I have also switched from claude to codex a few weeks ago. After deciding to let agents only do focused work I needed less context, and the work was easier to review. Then I realized codex can deliver the same quality, and it's paid through my subscription instead of per token.

vidarh1mo ago

Codex has been good quality wise, but I hit limits on the Codex team subscription so quickly it's almost more hassle that it is worth.

lifty1mo ago

I made this switch months ago, ChatGPT 5.4 being a smarter model, but I’ve had subjective feelings of degradation even on 5.4 lately. There’s a lot of growth in usage right now so not sure what kind of optimizations their doing at both companies

CamperBob21mo ago

Agreed. Watching the intermediate "Thinking about X ... Now I'll do Y" text on GPT 5.4 lately has been like watching a hypothetical smart drug wear off.

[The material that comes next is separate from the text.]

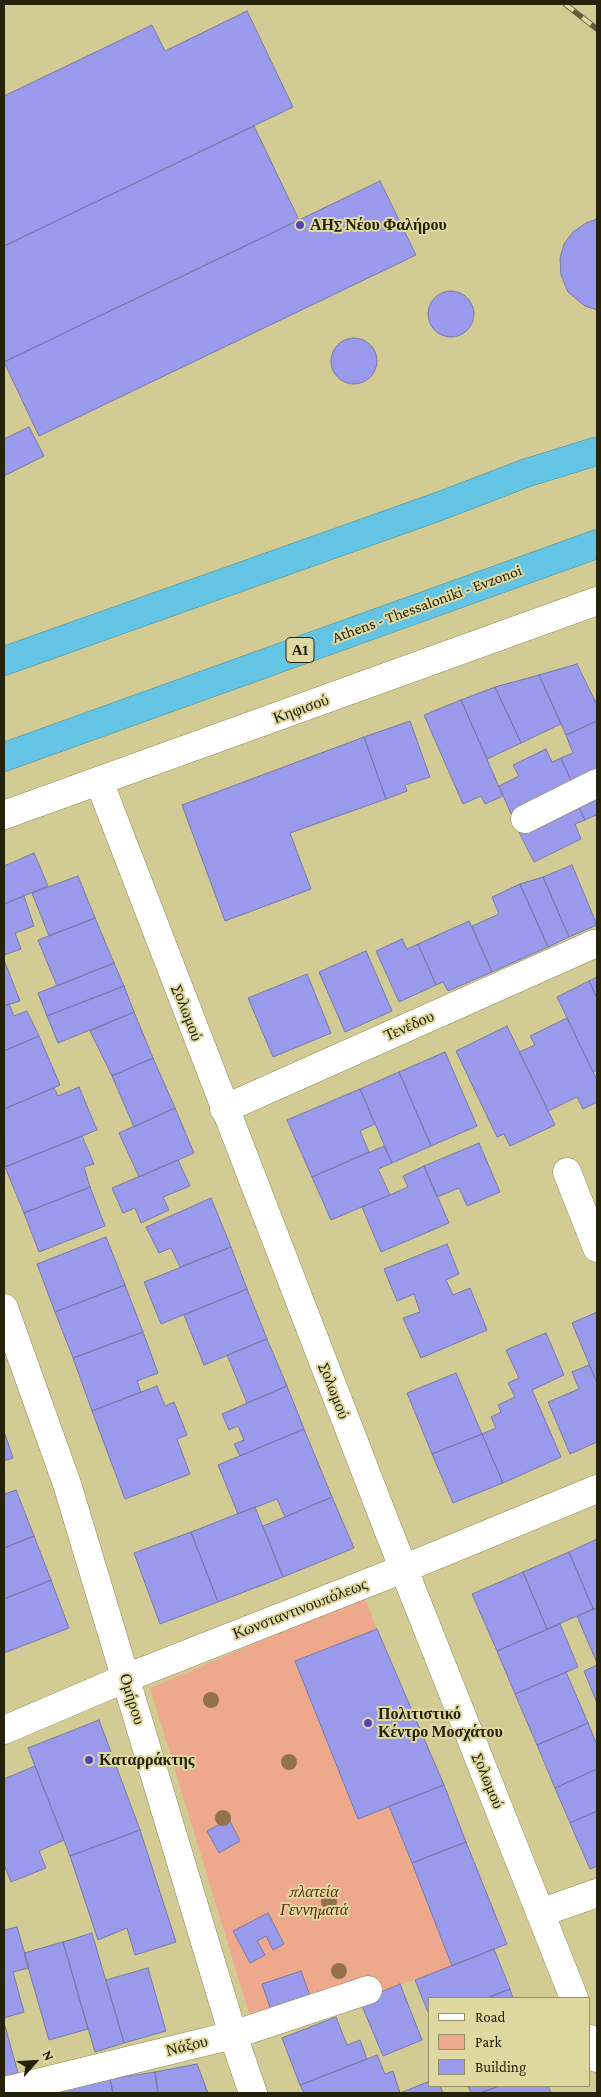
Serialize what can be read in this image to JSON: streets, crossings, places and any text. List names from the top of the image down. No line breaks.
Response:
{"streets":{"highway":["Athens - Thessaloniki - Evzonoi","Α1"],"street":["Κηφισού","Σολωμού","Τενέδου","Κωνσταντινουπόλεως","Ομήρου","Νάξου"]},"crossings":[["Κηφισού","Σολωμού"],["Σολωμού","Τενέδου"],["Σολωμού","Κωνσταντινουπόλεως"],["Κωνσταντινουπόλεως","Ομήρου"],["Ομήρου","Νάξου"]],"parks":["πλατεία Γεννηματά"],"places":["ΑΗΣ Νέου Φαλήρου","Πολιτιστικό Κέντρο Μοσχάτου","Καταρράκτης"],"legend":["Road","Park","Building"],"north":"top right"}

All of the major models have been getting worse lately, not just Opus.

1 more reply

onion2k1mo ago

I use Codex at home and Opus at work. They're both brilliant.

lores1mo ago

I would switch to Codex, but Altman is such a naked sociopath and OpenAI so devoid of ethical business practices that I can't in good conscience. I'm not under any illusion that Anthropic is ethical, but it is so far a step up from OpenAI.

groundzeros20151mo ago

Enemy centered decision making

bob10291mo ago

I'm with you on the ethical part, but everything is a spectrum. All the AI leadership are some shade of evil. There's no way the product would be effective if they weren't. I don't like that Sam Altman is a lunatic, but frankly they all are. I also recognize that these are massive companies filled with non shitty engineers who are actually responsible for a lot of the magic. Conflating one charlatan with the rest of it is a tragedy of nuance.

1 more reply

nh21mo ago

Cannot you use Codex (which is open source, unlike Claude Code) with Claude, even via Amazon Bedrock?

1 more reply

layer81mo ago

From the recent-ish Dwarkesh podcast, Anthropic seems to be wary about buying/building too much compute [0]. That probably means that they have to attempt to minimize compute usage when there is a surge in demand. Following the argument in the podcast, throwing more money after them, as some in this thread are suggesting, won’t solve the issue, at least not in the short term.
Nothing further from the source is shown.